Lining the aisle of the cathedral were clusters of about 1000 hand-crafted poppies made as part of the Poppy Project, launched on Friday by the WA branch of the Returned and Services League and which hopes to produce 10,000 knitted, crocheted and sewed poppies for commemorative events, including in Albany, this year.

Australian actor Michael Loney opened the service with the moving poem Poppies, penned by an Australian sergeant enlisted in the 10th Battalion.

The crowd stood as the Villers-Bretonneux cross was carried to the altar, where it was put on display during the service.

Brought to WA in 1956, the cross was made in honour of those who fought and died in the war.

RSL State president Graham Edwards was among those who gave a reading, along with Patricia Gates, whose father was awarded the Military Medal for bravery in the field at the Battle of the Somme.

The Right Reverend Brian Kyme addressed the service with a solemn reflection on the thousands of Australian men who, during WWI, had left their loved ones behind to fight for their country and whose memory still stands in the battlefields of France today.

"In the playground at Villers-Bretonneux, there is a sign that says 'Never forget Australia'," the Rev.

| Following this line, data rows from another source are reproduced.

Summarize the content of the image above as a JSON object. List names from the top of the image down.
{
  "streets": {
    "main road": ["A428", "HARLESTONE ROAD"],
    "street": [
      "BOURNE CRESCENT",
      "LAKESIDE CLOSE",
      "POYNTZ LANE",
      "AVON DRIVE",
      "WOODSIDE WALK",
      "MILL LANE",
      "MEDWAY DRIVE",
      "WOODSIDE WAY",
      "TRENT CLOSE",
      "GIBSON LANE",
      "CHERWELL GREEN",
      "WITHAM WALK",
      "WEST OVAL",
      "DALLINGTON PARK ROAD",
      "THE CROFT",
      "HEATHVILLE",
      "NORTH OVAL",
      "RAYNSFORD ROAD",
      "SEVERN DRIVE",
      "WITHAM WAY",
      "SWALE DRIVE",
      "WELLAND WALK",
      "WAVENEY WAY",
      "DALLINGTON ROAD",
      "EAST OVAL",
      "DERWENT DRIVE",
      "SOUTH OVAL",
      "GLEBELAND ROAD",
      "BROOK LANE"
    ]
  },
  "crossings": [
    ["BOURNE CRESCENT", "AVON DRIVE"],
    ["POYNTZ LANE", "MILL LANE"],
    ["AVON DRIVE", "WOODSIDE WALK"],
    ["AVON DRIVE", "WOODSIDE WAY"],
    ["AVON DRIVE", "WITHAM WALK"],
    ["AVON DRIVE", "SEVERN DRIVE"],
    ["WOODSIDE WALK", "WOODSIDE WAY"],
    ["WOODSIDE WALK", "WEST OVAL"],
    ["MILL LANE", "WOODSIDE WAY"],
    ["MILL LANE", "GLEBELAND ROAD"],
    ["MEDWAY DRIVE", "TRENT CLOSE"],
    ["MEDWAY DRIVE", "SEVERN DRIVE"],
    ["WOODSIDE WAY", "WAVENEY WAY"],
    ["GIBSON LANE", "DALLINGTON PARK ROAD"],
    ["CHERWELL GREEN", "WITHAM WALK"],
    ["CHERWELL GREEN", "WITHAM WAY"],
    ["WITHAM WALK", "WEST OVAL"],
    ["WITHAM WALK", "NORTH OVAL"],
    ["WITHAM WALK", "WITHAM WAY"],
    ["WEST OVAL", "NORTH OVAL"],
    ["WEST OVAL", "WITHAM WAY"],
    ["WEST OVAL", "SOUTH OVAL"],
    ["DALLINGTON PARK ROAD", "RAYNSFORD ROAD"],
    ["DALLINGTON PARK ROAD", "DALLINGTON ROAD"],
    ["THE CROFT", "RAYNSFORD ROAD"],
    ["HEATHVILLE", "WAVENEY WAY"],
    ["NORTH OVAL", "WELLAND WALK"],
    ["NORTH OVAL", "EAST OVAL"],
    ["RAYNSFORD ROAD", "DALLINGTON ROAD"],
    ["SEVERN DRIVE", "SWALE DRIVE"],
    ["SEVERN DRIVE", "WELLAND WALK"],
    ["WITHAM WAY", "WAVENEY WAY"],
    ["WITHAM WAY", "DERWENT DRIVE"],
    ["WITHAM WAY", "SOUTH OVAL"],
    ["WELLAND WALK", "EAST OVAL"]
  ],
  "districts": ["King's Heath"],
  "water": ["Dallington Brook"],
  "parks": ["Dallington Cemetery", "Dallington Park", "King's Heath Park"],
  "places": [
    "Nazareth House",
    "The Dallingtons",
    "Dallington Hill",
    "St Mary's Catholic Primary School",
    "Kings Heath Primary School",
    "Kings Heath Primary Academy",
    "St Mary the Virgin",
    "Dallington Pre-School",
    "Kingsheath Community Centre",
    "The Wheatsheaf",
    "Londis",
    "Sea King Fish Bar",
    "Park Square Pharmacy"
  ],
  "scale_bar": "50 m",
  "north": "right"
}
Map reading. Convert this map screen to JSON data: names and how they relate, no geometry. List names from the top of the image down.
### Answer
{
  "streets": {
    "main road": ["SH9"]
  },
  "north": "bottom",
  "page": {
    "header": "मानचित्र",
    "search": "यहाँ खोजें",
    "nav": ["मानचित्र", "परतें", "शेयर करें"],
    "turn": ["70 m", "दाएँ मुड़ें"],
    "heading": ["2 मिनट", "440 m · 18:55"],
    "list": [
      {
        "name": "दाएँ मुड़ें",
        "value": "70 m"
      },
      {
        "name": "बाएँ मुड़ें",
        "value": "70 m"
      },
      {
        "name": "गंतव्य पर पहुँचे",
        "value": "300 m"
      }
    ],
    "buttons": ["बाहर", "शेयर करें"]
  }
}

Kyme told the crowd. "And the little children of Villers-Bretonneux see it all the time."

The lights dimmed as the service drew to a close and after the Last Post echoed throughout the cathedral, the crowd stood for two minutes silence.

The half mulled sounds of the tenor bells - tolled 100 times to signal each year since the war began - signalled the end of the service, which ended in near darkness with the only source of light from the candles surrounding the Villers-Bretonneux cross.

Yesterday's service marks the first in a series of memorials at the cathedral over the coming months, with the next due to honour the ambulance men and women of WWI on August 24.

In eastern France at the weekend, descendants of two soldiers from France and Germany who were the first fatalities of WWI gathered for a ceremony marking the centenary of their deaths.

French Lance-Cpl Jules-Andre Peugeot and German Sub-Lt Albert Mayer were killed on the eve of the outbreak of the 1914-18 war.

The commemoration took place in the French border town of Joncherey, near Belfort, where the German officer led a reconnaissance mission into French territory on August 2, 1914.

As Europe prepared for war, Sub-Lt Mayer was the officer in charge of a small group of mounted soldiers who crossed the border into France and encountered Lance-Cpl Peugeot's unit.

The two exchanged fire, with Lance-Cpl Peugeot being killed instantly, while Sub-Lt Mayer died from French fire.